Sunday, August 27, 2006

Memorizing Very Exact Mnemonics Jeopardizes Science's Updatable Nature

"My very excellent mother just served us nothing. That is not nearly as yummy as nice pie. Darn astronomers stealing Pluto from our solar system."

That was what my sister sent me when she heard Pluto had been demoted from planethood. And, of course, she wasn't alone; many people were upset to "lose" Pluto.

Of course, we didn't "lose" Pluto. It's still out there, orbiting the Sun. You can even call it a planet if you want. All that happened is that the International Astronomical Union, for the first time, defined what a planet actually is, and that definition doesn't apply to Pluto.

Why did they do it? They tried not to. In October, 2005, they were set to define a planet as "Any object in orbit around the Sun with a diameter greater than 2000 km." That was a fancy way of saying, "A planet is Mercury, Venus, Earth, Mars, Jupiter, Saturn, Uranus, Neptune, or Pluto," since at the time they thought Pluto was bigger than all of the "potential planets" that have been discovered in recent years.
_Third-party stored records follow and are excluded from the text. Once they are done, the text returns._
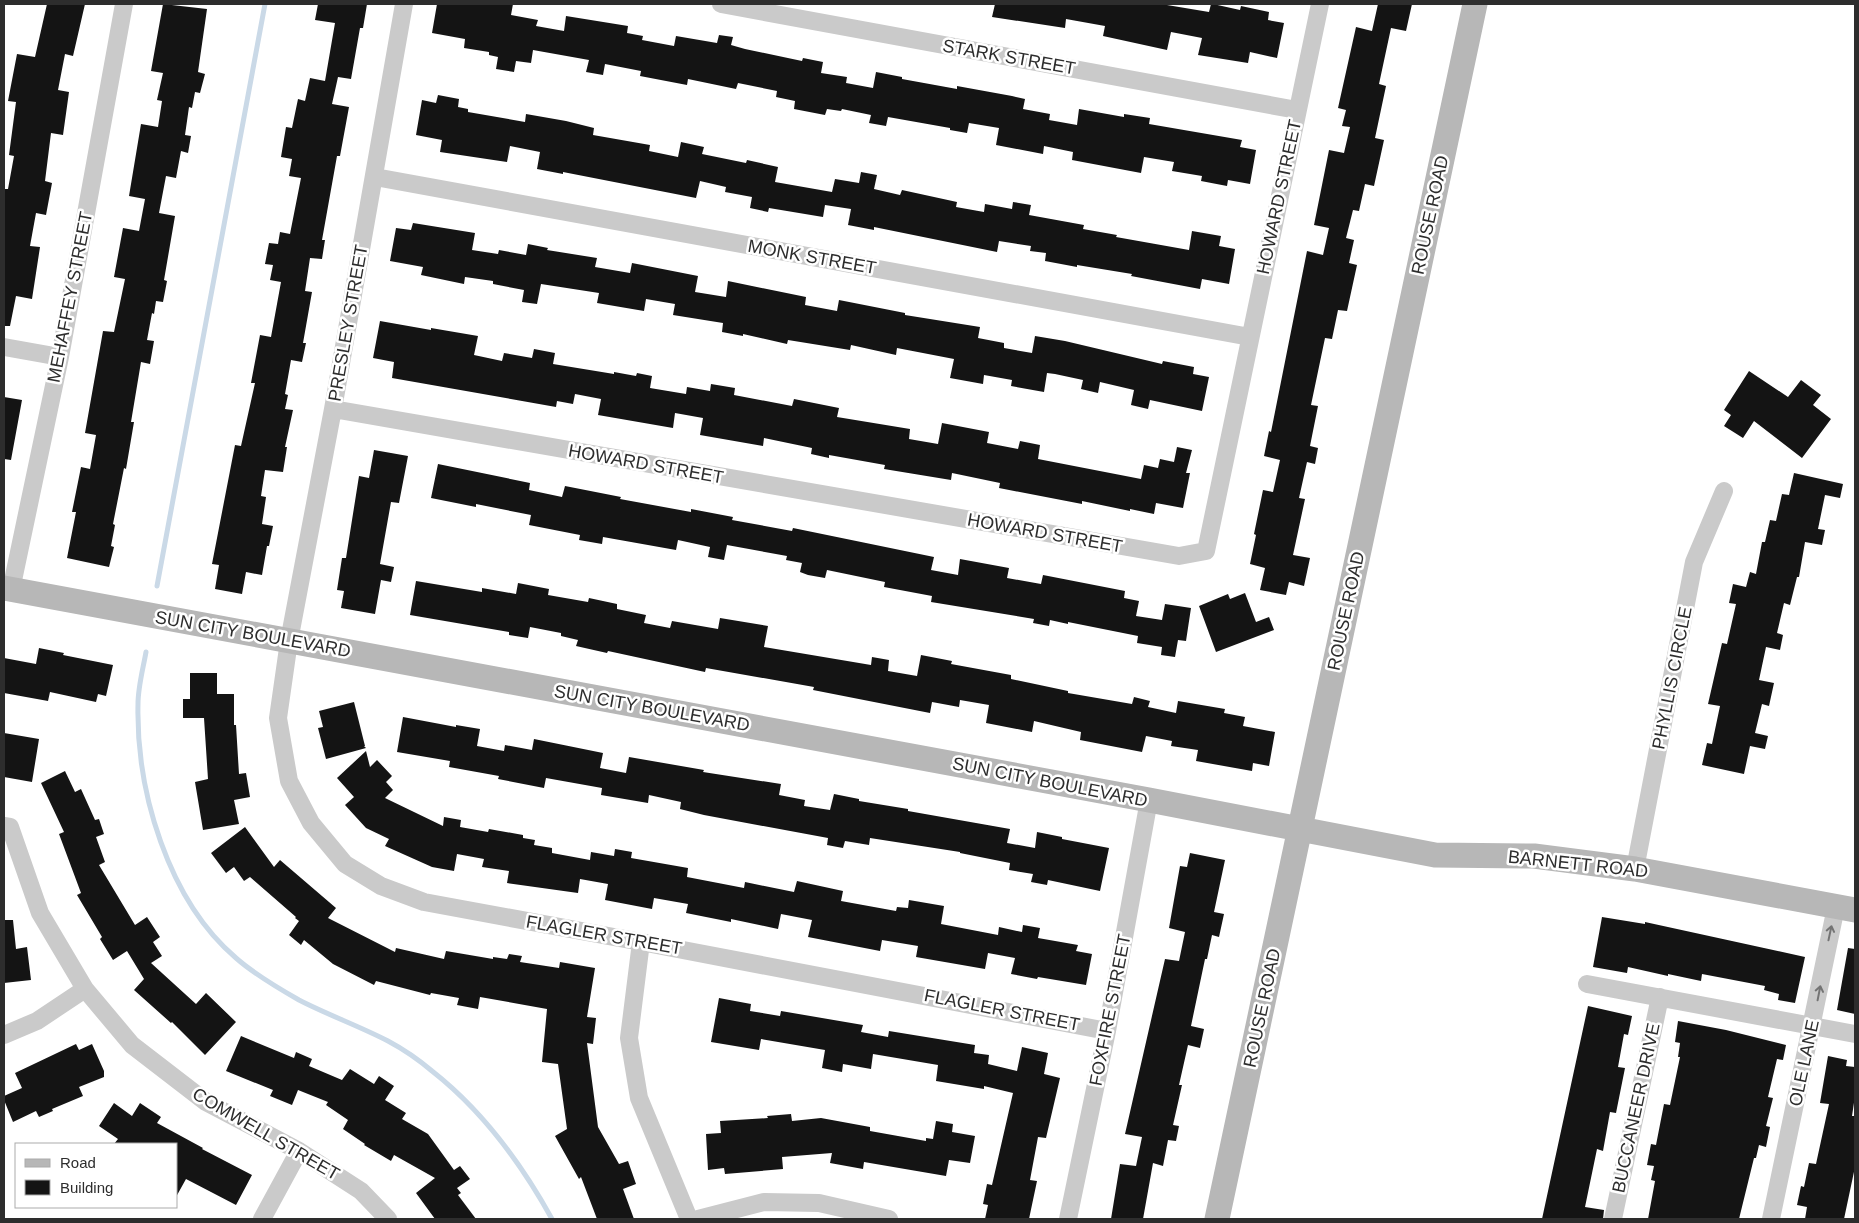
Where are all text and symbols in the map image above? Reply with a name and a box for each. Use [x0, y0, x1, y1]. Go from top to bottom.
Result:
street label: STARK STREET [941, 35, 1077, 79]
street label: HOWARD STREET [1253, 118, 1305, 276]
street label: ROUSE ROAD [1408, 154, 1452, 276]
street label: MEHAFFEY STREET [44, 210, 96, 384]
street label: MONK STREET [746, 236, 878, 278]
street label: PRESLEY STREET [324, 243, 372, 403]
street label: HOWARD STREET [567, 440, 725, 488]
street label: HOWARD STREET [966, 509, 1124, 557]
street label: ROUSE ROAD [1324, 550, 1368, 672]
street label: PHYLLIS CIRCLE [1648, 605, 1696, 751]
street label: SUN CITY BOULEVARD [154, 607, 352, 661]
street label: SUN CITY BOULEVARD [553, 681, 751, 735]
street label: SUN CITY BOULEVARD [951, 753, 1149, 811]
street label: BARNETT ROAD [1507, 847, 1649, 881]
street label: FLAGLER STREET [524, 911, 684, 959]
one-way arrow [1826, 926, 1836, 942]
street label: FOXFIRE STREET [1085, 932, 1135, 1088]
street label: ROUSE ROAD [1240, 947, 1284, 1069]
street label: FLAGLER STREET [923, 985, 1081, 1035]
one-way arrow [1814, 985, 1824, 1001]
street label: OLE LANE [1785, 1018, 1823, 1108]
street label: BUCCANEER DRIVE [1608, 1021, 1664, 1195]
street label: COMWELL STREET [189, 1084, 343, 1184]
legend [15, 1143, 178, 1208]
text: Road [60, 1154, 96, 1171]
text: Building [60, 1179, 113, 1196]

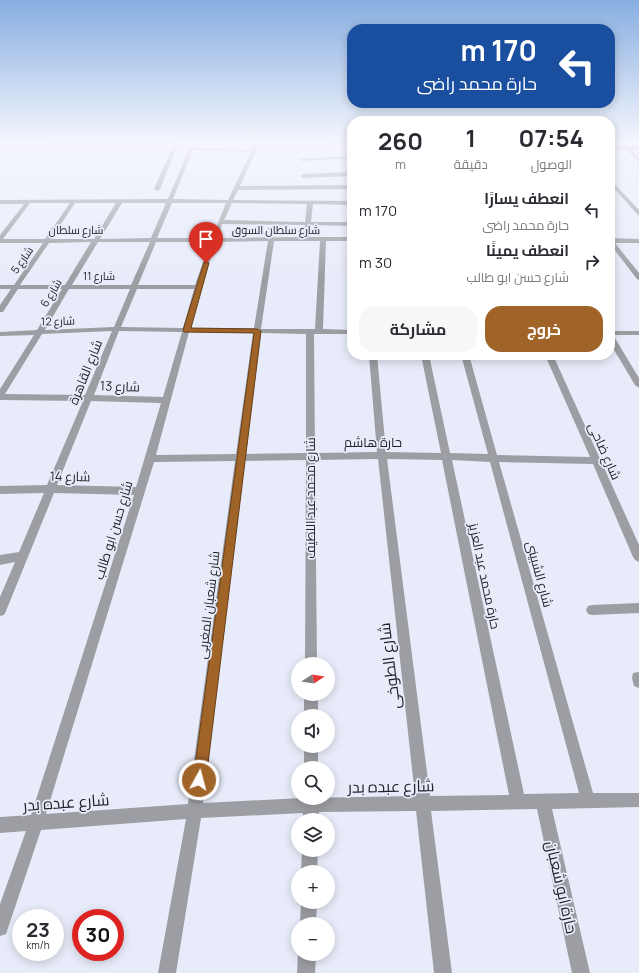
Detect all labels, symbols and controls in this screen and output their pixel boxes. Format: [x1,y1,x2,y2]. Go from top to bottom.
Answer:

Of course, that definition wasn't very precise, because the Moon (the one that orbits Earth) also orbits the Sun (if we lived on the Moon, we'd probably think of Earth as another planet sharing our orbit), and, with a diameter of 3500 km, it has no trouble squeaking in.

But then we got a good measurement of Xena. Xena, also known as 2003 UB313, is a ball of ice and rock orbiting the Sun in an orbit similar to Pluto's. Earlier this year, NASA pointed the Hubble space telescope at Xena, and found something interesting. Xena has a diameter somewhere between 2300 km and 2500 km. Pluto has a diameter between 2280 km and 2330 km. Xena is right around the same size as Pluto, and quite possibly bigger.

So why did the IAU eliminate Pluto from their definition of planet? Because they're scientists, and scientists have to deal with the real world, not with how they wish things worked. For the word planet to have any scientific meaning, we have to be able to rationally decide if some object is or isn't a planet. In order to do that, there have to be some sort of measurable criteria. Try as they might, the IAU couldn't come up with a definition that seemed important enough for what we've always meant by "planet," but still included Pluto.

But that's the great thing about science. As we find new information, we continuously tweak our explanations to match the data. As time goes by, and we get more information, we refine our predictions and explanations to make sure they still hold up. We constantly update what we think we know to match what we observe.

This is what allows us to make progress. This is why I'm able to write a blog on a computer that communicates through the rest of the world through the air, rather than writing letters that take months to cross the ocean. This is why we now have bathrooms in our houses, rather than in the yard. This is why babies dying at birth is a rare event now, rather than the norm.

And that's why now we know that we have eight planets in our solar system, plus at least three dwarf planets. That's the thing people seem to be missing. We didn't lose Pluto. We gained 3 dwarf planets (besides Pluto, one was formerly an asteroid, and the other was formerly one of those things that we didn't have a name for before). We gained slightly better understanding of the solar system in which we live.